The Creative Smart Initiatives provides financial support to projects with strategic direction to drive creative industries. As of May 2013, a total of about HK$600mil was made available to encourage small and medium-sized entrepreneurs to carry out designrelated projects. In addition, some HK$300mil was injected into the Film Development Fund in July 2007 to offer financial support for the longterm and healthy progress of the local film industry. The objectives are to encourage more commercial investment in film productions, as well as create a larger mass of film activity and more employment opportunities.

Design-wise, the Design Incubation Programme administered by HKDC began to offer financial funding in 2006 and aims to nurture design start-ups at the InnoCentre. It helps new start-ups to enhance their competitiveness through the provision of office space, training programmes, consultancy services, mentorship and financial support over a two-year incubation period.

Facade of the ArtScience Museum, Singapore. The country's creative sector contributed 4.4% of its total GDP and 4.6% of its total employment.

Singapore: creating an Asia creative hub
As Singapore seeks to move towards a knowledge-based and culturally vibrant economy, a Creative Industries Working Group (CIWG) was formed under the Economic Review Committee in December 2001 to look into how arts, business and technology can boost Singapore’s competitive advantage in the creative economy. The Creative Industries Development strategy prepared by CIWG in 2002 underlined that Singapore should harness its greatest resource: the creative capacity of its people.
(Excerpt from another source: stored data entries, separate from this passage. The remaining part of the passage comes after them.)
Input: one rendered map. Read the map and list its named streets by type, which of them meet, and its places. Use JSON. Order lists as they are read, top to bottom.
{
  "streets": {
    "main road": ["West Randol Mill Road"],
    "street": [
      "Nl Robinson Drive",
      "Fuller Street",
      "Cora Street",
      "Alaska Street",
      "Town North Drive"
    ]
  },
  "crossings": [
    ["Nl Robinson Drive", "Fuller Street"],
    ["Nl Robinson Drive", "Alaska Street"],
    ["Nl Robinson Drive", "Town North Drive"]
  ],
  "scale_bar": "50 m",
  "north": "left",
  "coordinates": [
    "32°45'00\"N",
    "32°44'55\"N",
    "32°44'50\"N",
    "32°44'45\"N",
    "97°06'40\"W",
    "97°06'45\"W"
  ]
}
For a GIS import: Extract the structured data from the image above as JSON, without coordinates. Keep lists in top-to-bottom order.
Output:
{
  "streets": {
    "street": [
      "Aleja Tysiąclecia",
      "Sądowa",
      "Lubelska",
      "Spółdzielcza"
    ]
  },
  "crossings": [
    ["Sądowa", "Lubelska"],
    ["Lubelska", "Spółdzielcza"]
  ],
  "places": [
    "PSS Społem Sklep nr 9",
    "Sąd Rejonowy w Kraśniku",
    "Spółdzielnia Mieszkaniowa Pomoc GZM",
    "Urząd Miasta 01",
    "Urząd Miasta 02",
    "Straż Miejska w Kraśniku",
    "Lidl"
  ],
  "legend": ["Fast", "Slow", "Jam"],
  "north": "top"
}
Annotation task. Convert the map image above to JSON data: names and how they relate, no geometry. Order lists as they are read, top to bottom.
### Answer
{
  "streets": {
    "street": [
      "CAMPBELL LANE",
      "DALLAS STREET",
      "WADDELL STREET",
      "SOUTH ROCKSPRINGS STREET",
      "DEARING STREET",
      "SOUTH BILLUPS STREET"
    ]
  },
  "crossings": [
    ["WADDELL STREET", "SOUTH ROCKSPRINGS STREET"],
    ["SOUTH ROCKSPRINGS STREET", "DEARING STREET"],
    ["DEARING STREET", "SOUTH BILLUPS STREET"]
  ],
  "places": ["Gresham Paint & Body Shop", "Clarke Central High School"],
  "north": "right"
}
A number of strategies have been undertaken to foster this. First, Singapore capitalises on its people by providing education and training to improve creative skills as well as by importing talent and expertise; for example, Singapore attracts top foreign arts schools such as New York’s Tisch School of the Arts and Milan’s Domus Academy. Second, Singapore also develops creative spaces to ensure arts and culture activities are everywhere, as can be seen from the upgrade of old cultural facilities and colonial buildings to provide sufficient spaces for creative clusters. Third, creative products are also made available in terms of policies to promote and manage the cultural and creative industries11.

According to CIWG’s Creative Industrial Development Studies, three major interlocking industry-specific plans have been implemented to propel the growth of creative industries. Renaissance City 2.0 aims to turn Singapore into a highly innovative and multi-talented global city for arts and culture, with features which include a new museum of modern and contemporary art and the promotion of arts and cultural entrepreneurship. Design Singapore aims to turn Singapore into a global cultural and business hub for the design of products, content and services, and showcases the works of Singaporean designers on international platforms. Media 21, on the other hand, aims to turn Singapore into a global media city with a thriving media ecosystem and strong international extensions12.

Its effects have been remarkable: based on the latest statistics, Singapore’s creative sector contributed 4.4% of its total GDP and 4.6% of its total employment13.

Penang can learn from Singapore by building up creative multimedia activities here to attract talents from top-notch arts institutions. The availability of creative spaces and people is imperative; thus, the Penang state government believes that an important prerequisite for creative souls to prosper is an environment where ideas can flow freely.

Hong Kong’s vibrancy should be taken note of; Penang should create an ecosystem where practitioners can easily leverage on business opportunities in the creative industries. A one-stop creative centre for the CMC industry is necessary for the convenience of interested parties to look for comprehensive information regarding creative multimedia activities.

A creative cluster adds to the attractiveness of Penang; it raises quality of life and brings cultural and creative economic values by creating jobs and income. It will not only stimulate the economy; it will also raise the international profile of Penang.